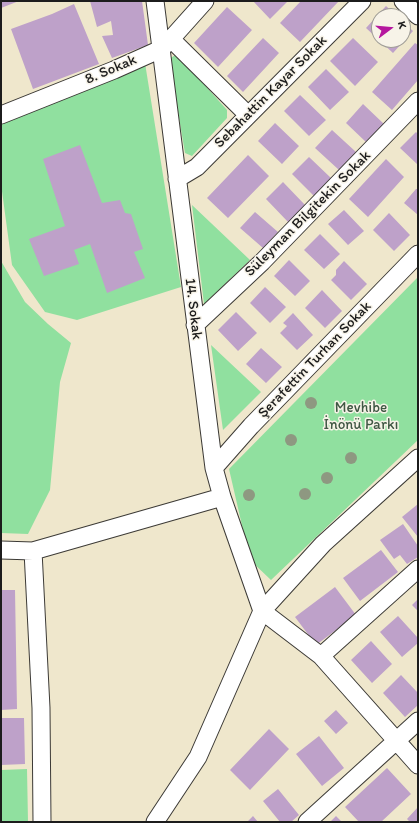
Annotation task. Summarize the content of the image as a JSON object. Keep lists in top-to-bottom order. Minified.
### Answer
{"streets":{"street":["8. Sokak","Sebahattin Kayar Sokak","Süleyman Bilgitekin Sokak","14. Sokak","Şerafettin Turhan Sokak"]},"crossings":[["8. Sokak","14. Sokak"],["Sebahattin Kayar Sokak","14. Sokak"],["Süleyman Bilgitekin Sokak","14. Sokak"],["14. Sokak","Şerafettin Turhan Sokak"]],"parks":["Mevhibe İnönü Parkı"],"north":"right"}
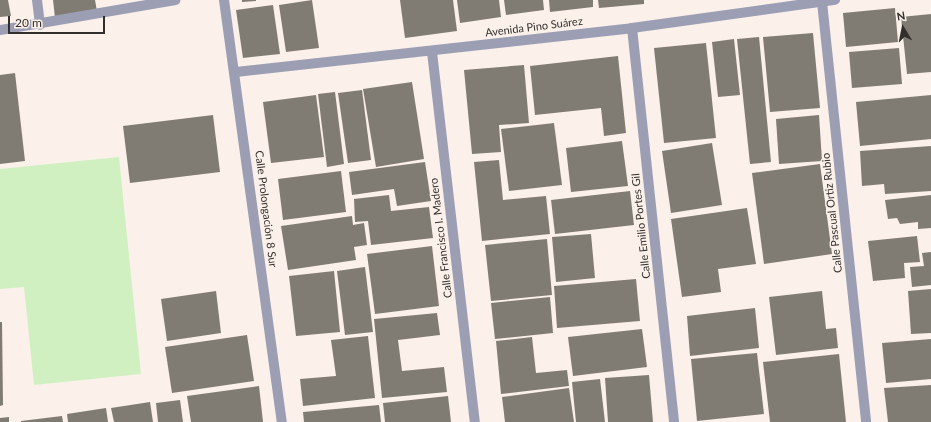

◆ WORK REQUEST: Images are not wanted in the copy. Please print the material above exactly.

◆ OUTPUT OF THE EXERCISE:
Annotation task. Summarize the content of the image as a JSON object. Keep lists in top-to-bottom order. Minified.
### Answer
{"streets":{"street":["8. Sokak","Sebahattin Kayar Sokak","Süleyman Bilgitekin Sokak","14. Sokak","Şerafettin Turhan Sokak"]},"crossings":[["8. Sokak","14. Sokak"],["Sebahattin Kayar Sokak","14. Sokak"],["Süleyman Bilgitekin Sokak","14. Sokak"],["14. Sokak","Şerafettin Turhan Sokak"]],"parks":["Mevhibe İnönü Parkı"],"north":"right"}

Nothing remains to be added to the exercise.